[Stored data]
□ □ □ □ □ □ □

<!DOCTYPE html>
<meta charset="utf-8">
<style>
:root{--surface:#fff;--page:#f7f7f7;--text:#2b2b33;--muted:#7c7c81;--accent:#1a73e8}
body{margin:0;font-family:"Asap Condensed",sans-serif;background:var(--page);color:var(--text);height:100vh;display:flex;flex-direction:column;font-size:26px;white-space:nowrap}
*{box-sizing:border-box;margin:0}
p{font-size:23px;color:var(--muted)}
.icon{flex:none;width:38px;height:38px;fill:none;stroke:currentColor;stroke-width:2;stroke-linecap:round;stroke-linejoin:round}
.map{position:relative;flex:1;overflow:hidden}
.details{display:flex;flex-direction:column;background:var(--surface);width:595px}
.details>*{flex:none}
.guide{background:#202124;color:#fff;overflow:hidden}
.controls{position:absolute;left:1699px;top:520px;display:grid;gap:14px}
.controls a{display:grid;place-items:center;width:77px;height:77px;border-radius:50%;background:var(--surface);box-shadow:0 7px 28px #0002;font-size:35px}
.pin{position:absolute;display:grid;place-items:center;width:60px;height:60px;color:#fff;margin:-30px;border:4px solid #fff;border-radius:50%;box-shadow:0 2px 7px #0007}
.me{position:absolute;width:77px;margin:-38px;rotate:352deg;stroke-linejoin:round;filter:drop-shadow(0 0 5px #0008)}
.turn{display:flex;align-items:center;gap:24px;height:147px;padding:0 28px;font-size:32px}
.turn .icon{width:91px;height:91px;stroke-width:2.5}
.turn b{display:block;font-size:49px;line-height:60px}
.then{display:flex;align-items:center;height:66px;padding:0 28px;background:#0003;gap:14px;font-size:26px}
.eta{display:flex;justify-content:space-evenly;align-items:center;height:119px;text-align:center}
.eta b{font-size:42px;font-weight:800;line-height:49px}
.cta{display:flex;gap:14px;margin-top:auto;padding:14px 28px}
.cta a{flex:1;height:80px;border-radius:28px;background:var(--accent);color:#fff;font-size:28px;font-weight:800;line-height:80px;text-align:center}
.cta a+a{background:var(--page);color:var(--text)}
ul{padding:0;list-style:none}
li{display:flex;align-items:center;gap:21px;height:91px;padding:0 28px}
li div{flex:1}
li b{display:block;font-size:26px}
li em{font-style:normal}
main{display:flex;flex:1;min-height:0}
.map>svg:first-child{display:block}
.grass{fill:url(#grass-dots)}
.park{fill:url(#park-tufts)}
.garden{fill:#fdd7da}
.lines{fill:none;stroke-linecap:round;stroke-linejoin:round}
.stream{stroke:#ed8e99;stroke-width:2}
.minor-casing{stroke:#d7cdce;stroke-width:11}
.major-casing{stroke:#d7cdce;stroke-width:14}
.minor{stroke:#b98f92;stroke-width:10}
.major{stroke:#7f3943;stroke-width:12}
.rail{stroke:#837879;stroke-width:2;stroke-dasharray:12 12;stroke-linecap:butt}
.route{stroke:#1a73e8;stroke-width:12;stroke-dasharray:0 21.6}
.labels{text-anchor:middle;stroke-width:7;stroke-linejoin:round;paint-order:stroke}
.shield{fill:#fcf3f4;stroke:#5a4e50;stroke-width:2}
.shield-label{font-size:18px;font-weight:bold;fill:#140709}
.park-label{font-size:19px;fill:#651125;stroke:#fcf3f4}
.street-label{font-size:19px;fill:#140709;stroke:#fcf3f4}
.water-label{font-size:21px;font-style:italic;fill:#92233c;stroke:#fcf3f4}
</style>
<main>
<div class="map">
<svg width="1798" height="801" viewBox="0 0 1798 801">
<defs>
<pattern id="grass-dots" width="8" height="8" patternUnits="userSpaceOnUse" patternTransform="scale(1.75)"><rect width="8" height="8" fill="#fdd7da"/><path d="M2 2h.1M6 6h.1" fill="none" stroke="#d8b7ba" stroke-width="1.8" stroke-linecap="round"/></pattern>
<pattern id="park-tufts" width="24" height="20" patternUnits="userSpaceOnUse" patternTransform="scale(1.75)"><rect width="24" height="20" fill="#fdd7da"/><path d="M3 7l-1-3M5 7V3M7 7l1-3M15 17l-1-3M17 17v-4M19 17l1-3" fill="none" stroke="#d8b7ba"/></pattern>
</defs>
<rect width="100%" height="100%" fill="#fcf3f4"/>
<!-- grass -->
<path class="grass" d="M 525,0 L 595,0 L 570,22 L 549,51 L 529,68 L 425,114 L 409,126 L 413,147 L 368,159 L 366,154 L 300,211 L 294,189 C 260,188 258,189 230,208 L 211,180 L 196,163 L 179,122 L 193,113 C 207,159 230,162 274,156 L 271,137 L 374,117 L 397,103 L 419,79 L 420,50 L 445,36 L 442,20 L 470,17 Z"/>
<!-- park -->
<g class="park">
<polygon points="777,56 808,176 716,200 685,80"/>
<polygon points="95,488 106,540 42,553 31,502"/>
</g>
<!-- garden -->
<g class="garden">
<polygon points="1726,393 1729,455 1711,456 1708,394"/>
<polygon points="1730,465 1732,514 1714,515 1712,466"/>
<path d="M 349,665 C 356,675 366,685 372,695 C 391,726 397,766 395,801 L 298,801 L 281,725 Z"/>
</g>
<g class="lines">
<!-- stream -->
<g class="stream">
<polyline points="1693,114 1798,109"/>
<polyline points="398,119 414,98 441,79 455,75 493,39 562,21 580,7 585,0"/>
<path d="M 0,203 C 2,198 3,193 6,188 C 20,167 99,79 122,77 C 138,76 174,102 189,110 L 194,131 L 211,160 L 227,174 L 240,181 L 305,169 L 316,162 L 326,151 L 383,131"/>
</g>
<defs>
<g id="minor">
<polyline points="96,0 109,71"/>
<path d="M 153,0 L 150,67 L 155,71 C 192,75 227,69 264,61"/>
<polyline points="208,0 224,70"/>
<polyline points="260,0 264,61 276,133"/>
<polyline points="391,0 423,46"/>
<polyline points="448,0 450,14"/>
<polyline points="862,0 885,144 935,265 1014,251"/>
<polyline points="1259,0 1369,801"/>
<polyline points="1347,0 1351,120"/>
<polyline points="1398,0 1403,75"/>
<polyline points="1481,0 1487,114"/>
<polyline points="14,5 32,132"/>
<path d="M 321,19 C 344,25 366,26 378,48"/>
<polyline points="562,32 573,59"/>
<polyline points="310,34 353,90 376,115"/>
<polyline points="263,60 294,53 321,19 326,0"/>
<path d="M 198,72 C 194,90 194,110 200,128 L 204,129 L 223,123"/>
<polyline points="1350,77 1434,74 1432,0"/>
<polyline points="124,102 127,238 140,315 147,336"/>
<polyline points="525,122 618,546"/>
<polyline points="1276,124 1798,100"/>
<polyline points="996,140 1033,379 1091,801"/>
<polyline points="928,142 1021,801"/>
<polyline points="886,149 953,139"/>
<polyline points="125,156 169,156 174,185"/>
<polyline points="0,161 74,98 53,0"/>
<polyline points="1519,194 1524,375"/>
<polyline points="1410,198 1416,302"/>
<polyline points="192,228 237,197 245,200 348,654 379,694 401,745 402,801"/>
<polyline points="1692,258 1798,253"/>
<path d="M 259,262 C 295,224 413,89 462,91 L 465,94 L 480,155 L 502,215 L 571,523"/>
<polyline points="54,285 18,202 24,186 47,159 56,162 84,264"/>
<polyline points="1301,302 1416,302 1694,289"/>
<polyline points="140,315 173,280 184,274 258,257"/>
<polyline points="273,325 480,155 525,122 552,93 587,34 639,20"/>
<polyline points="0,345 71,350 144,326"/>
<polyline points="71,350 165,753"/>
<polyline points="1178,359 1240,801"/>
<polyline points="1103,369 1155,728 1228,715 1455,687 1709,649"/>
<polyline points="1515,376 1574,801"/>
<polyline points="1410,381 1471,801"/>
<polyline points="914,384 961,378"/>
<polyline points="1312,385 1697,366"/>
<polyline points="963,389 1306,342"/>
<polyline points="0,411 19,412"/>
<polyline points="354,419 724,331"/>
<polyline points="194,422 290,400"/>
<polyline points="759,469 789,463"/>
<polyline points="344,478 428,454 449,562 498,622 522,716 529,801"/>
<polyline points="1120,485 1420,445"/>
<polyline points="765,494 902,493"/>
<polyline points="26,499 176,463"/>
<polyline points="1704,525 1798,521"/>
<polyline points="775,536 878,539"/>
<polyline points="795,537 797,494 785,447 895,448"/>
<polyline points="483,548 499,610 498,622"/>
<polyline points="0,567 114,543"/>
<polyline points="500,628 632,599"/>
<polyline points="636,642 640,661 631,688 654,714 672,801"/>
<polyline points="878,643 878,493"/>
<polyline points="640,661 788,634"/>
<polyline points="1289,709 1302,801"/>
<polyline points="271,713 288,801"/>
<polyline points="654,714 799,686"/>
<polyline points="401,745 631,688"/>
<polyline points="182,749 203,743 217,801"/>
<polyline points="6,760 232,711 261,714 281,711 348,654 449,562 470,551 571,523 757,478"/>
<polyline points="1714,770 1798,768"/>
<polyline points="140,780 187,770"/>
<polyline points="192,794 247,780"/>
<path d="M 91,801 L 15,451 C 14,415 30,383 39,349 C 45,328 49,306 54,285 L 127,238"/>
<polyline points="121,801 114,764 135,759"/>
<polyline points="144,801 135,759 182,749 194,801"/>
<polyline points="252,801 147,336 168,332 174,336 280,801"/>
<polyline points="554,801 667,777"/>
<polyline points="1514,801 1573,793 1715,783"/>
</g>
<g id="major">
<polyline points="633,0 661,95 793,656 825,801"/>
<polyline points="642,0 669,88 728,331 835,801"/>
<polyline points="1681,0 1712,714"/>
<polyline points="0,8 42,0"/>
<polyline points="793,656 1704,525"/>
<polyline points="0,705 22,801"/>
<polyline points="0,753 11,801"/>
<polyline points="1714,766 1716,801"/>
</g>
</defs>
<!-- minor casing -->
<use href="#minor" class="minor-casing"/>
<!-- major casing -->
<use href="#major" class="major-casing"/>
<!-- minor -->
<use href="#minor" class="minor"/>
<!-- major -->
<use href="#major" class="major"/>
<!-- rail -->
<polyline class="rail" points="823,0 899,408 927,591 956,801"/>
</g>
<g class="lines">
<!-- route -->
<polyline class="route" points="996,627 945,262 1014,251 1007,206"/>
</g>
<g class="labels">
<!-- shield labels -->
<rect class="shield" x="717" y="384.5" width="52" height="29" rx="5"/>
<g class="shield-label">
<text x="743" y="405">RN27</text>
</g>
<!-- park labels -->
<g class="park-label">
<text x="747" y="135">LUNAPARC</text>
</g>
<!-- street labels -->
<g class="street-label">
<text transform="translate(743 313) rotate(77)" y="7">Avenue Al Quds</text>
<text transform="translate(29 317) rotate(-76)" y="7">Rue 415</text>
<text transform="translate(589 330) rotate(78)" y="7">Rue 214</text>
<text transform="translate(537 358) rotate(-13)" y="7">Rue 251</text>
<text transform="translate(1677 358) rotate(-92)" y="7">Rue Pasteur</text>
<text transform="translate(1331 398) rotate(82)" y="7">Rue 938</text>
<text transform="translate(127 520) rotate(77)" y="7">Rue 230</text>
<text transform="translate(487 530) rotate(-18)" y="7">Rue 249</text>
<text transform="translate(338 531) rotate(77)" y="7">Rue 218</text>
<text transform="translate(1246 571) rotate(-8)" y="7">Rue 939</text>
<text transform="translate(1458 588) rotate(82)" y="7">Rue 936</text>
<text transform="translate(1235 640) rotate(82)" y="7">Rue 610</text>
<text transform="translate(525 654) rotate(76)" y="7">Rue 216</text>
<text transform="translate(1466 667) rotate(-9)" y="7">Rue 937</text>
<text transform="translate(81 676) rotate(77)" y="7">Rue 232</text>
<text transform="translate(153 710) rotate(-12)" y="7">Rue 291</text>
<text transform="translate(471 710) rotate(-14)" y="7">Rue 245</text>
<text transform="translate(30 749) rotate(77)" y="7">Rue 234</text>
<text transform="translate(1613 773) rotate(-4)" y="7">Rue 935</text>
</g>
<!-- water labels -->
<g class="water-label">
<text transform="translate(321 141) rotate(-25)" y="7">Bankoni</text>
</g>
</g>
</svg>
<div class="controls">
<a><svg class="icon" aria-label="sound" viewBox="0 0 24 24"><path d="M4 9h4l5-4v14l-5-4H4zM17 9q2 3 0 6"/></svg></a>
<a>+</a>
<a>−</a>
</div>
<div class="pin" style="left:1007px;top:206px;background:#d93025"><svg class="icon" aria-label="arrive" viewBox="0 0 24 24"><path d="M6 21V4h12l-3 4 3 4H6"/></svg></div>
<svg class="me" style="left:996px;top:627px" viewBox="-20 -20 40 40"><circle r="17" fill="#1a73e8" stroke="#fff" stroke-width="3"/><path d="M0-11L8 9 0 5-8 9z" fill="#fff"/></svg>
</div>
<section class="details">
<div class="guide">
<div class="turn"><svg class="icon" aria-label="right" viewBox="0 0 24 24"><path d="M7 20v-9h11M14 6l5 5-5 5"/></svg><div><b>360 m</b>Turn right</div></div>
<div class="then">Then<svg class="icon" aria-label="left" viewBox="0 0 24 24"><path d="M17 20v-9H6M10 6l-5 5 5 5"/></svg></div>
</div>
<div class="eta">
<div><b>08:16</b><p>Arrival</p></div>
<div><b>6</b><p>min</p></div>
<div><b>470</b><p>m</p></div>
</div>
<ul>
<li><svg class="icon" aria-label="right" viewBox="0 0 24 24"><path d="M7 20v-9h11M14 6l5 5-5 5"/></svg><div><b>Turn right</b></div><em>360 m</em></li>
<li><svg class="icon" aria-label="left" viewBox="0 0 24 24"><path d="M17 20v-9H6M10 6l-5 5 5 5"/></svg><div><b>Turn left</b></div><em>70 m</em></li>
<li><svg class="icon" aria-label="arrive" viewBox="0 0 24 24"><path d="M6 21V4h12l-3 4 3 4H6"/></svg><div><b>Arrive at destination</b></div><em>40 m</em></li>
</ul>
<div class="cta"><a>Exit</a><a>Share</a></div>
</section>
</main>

□ □ □ □ □ □ □

▶ _WHAT IS EXPECTED_:
Tally the lines of the entries that include the word "shadow" and give only the total.

▶ _SOLUTION TO THIS TASK_:
3